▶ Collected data
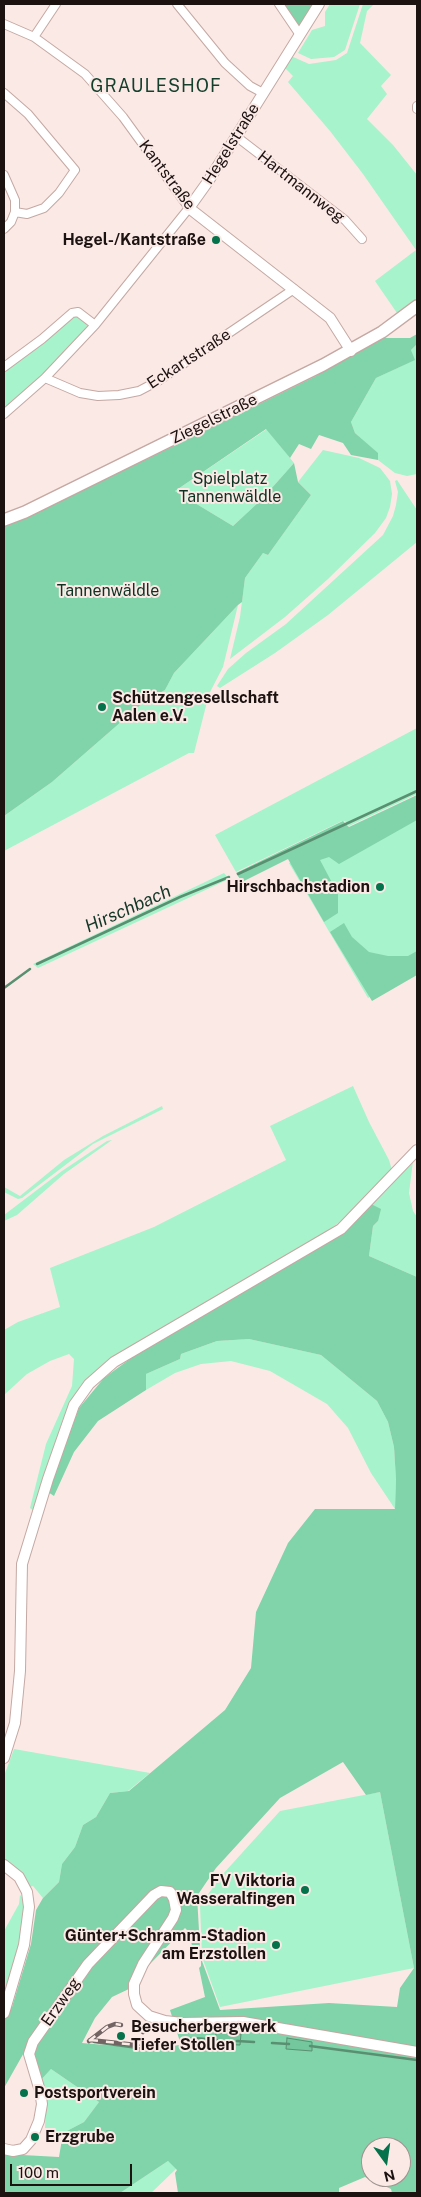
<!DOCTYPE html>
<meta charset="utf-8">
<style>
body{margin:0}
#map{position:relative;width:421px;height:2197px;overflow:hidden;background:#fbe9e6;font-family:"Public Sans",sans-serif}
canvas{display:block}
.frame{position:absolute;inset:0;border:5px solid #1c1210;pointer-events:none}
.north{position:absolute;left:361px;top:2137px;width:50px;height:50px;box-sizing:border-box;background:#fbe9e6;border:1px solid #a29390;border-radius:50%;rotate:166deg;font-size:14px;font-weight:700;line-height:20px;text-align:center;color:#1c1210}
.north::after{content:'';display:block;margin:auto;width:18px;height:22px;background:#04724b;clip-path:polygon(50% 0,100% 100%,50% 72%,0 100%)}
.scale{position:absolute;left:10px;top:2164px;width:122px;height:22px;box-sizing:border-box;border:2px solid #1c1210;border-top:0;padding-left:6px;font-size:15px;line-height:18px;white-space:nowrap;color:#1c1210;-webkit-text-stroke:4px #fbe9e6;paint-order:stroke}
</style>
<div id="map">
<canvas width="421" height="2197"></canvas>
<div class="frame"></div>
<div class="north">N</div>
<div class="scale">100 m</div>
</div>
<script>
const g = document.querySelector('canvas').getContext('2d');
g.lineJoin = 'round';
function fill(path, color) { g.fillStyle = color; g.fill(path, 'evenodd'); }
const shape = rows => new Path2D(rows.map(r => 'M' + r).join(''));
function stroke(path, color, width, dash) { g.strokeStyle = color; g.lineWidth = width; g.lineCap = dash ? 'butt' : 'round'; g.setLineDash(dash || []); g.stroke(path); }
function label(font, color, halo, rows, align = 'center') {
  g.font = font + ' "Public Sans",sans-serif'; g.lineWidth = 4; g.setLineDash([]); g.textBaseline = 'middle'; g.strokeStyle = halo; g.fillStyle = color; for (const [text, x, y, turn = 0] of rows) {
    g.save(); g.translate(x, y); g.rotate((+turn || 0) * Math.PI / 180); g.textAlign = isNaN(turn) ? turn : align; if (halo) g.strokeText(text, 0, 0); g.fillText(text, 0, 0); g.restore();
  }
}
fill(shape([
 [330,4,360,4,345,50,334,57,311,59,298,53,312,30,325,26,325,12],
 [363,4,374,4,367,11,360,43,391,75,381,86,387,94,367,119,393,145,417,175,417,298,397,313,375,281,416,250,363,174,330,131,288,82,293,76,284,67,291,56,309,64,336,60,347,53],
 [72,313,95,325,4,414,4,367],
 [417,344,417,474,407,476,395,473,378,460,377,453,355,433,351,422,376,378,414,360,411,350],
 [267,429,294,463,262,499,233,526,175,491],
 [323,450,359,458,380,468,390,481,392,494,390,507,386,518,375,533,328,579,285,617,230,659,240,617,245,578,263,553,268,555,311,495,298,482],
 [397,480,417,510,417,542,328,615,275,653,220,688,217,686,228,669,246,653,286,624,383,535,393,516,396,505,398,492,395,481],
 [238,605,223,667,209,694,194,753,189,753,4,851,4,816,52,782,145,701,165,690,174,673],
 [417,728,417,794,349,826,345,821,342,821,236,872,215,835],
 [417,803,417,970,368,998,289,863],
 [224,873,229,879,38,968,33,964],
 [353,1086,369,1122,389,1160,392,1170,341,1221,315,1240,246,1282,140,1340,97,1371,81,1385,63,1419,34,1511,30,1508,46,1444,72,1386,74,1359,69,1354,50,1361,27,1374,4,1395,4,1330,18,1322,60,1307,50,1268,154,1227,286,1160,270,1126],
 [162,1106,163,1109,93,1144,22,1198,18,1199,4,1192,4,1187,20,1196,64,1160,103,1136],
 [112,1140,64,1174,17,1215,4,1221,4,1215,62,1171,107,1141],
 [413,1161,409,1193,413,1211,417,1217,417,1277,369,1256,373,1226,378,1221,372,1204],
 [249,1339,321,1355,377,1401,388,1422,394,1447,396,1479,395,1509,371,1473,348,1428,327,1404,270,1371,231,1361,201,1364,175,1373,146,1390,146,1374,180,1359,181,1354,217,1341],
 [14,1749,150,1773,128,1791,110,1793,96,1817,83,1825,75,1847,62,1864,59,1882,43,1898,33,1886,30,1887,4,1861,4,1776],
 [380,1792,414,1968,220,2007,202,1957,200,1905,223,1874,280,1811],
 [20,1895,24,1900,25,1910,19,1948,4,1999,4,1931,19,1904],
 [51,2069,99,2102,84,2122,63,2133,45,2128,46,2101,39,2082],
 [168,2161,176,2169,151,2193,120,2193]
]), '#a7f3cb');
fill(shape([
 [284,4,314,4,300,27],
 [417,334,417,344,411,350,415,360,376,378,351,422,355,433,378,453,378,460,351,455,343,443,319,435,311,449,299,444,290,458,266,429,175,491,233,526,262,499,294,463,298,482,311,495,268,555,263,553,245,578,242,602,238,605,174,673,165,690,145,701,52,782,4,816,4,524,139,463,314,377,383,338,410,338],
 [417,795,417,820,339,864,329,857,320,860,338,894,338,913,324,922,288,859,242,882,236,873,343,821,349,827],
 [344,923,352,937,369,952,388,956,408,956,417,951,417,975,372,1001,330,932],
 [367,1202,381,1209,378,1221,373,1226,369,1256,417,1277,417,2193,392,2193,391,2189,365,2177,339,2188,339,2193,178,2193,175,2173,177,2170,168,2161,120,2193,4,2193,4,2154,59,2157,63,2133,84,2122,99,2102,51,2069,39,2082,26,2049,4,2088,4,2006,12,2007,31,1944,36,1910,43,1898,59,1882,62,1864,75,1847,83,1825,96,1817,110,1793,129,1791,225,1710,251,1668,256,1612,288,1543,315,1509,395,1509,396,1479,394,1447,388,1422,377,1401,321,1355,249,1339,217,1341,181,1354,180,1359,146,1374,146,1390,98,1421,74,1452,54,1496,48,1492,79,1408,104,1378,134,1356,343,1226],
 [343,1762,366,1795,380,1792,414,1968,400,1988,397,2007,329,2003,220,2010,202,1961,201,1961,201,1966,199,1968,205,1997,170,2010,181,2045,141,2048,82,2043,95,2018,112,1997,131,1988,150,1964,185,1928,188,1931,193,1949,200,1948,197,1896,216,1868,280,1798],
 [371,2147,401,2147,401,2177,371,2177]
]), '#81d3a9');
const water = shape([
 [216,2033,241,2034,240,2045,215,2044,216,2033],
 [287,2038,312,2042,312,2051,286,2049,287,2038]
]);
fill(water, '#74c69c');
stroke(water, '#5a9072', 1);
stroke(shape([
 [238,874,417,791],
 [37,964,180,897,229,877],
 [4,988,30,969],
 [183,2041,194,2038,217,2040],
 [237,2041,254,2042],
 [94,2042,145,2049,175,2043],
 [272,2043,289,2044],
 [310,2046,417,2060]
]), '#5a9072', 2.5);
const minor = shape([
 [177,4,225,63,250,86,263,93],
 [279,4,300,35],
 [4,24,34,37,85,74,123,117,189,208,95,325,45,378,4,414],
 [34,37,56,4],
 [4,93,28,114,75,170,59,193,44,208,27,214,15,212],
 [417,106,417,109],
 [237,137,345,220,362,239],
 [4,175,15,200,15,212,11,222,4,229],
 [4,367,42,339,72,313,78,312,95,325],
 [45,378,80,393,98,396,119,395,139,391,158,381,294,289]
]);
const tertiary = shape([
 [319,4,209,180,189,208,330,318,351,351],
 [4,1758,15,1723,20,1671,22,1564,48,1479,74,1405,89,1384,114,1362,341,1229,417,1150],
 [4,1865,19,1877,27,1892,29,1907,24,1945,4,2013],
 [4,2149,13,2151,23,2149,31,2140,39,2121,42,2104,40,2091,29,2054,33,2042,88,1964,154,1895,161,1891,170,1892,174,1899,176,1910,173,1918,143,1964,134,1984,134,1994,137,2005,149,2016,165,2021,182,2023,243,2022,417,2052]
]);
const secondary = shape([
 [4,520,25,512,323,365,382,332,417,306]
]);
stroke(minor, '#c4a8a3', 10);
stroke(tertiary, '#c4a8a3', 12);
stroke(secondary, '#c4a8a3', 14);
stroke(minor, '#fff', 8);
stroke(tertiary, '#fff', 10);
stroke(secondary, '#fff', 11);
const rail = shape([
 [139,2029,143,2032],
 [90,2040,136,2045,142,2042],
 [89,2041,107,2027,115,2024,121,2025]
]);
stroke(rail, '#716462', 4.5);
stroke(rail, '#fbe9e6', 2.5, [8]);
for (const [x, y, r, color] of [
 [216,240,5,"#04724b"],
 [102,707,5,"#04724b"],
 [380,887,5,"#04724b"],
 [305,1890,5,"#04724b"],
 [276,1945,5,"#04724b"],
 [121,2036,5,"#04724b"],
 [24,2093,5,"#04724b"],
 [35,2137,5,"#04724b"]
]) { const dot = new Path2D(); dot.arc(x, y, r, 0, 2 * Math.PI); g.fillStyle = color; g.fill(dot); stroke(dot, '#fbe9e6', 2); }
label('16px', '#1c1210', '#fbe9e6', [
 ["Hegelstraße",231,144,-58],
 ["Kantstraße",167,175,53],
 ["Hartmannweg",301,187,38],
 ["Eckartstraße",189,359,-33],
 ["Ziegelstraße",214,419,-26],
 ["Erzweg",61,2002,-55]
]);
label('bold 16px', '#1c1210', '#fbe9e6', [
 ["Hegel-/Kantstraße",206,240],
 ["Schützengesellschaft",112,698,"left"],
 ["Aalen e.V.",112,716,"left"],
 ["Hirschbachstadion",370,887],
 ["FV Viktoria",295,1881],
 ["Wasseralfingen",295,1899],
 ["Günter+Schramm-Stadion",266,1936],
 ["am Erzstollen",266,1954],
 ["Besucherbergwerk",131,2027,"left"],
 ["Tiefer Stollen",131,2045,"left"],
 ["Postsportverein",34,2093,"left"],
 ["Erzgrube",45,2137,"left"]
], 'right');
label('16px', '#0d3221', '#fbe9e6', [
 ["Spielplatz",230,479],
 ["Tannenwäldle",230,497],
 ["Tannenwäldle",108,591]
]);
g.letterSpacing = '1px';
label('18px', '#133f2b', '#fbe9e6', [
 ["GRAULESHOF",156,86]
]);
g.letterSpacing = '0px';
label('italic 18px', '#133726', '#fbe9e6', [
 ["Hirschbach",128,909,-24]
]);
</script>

▶ EXERCISE OBJECTIVE
Whenever a line in the entries above includes the word "turn", pull that line out.

▶ EXERCISE RESPONSE
  g.font = font + ' "Public Sans",sans-serif'; g.lineWidth = 4; g.setLineDash([]); g.textBaseline = 'middle'; g.strokeStyle = halo; g.fillStyle = color; for (const [text, x, y, turn = 0] of rows) {
    g.save(); g.translate(x, y); g.rotate((+turn || 0) * Math.PI / 180); g.textAlign = isNaN(turn) ? turn : align; if (halo) g.strokeText(text, 0, 0); g.fillText(text, 0, 0); g.restore();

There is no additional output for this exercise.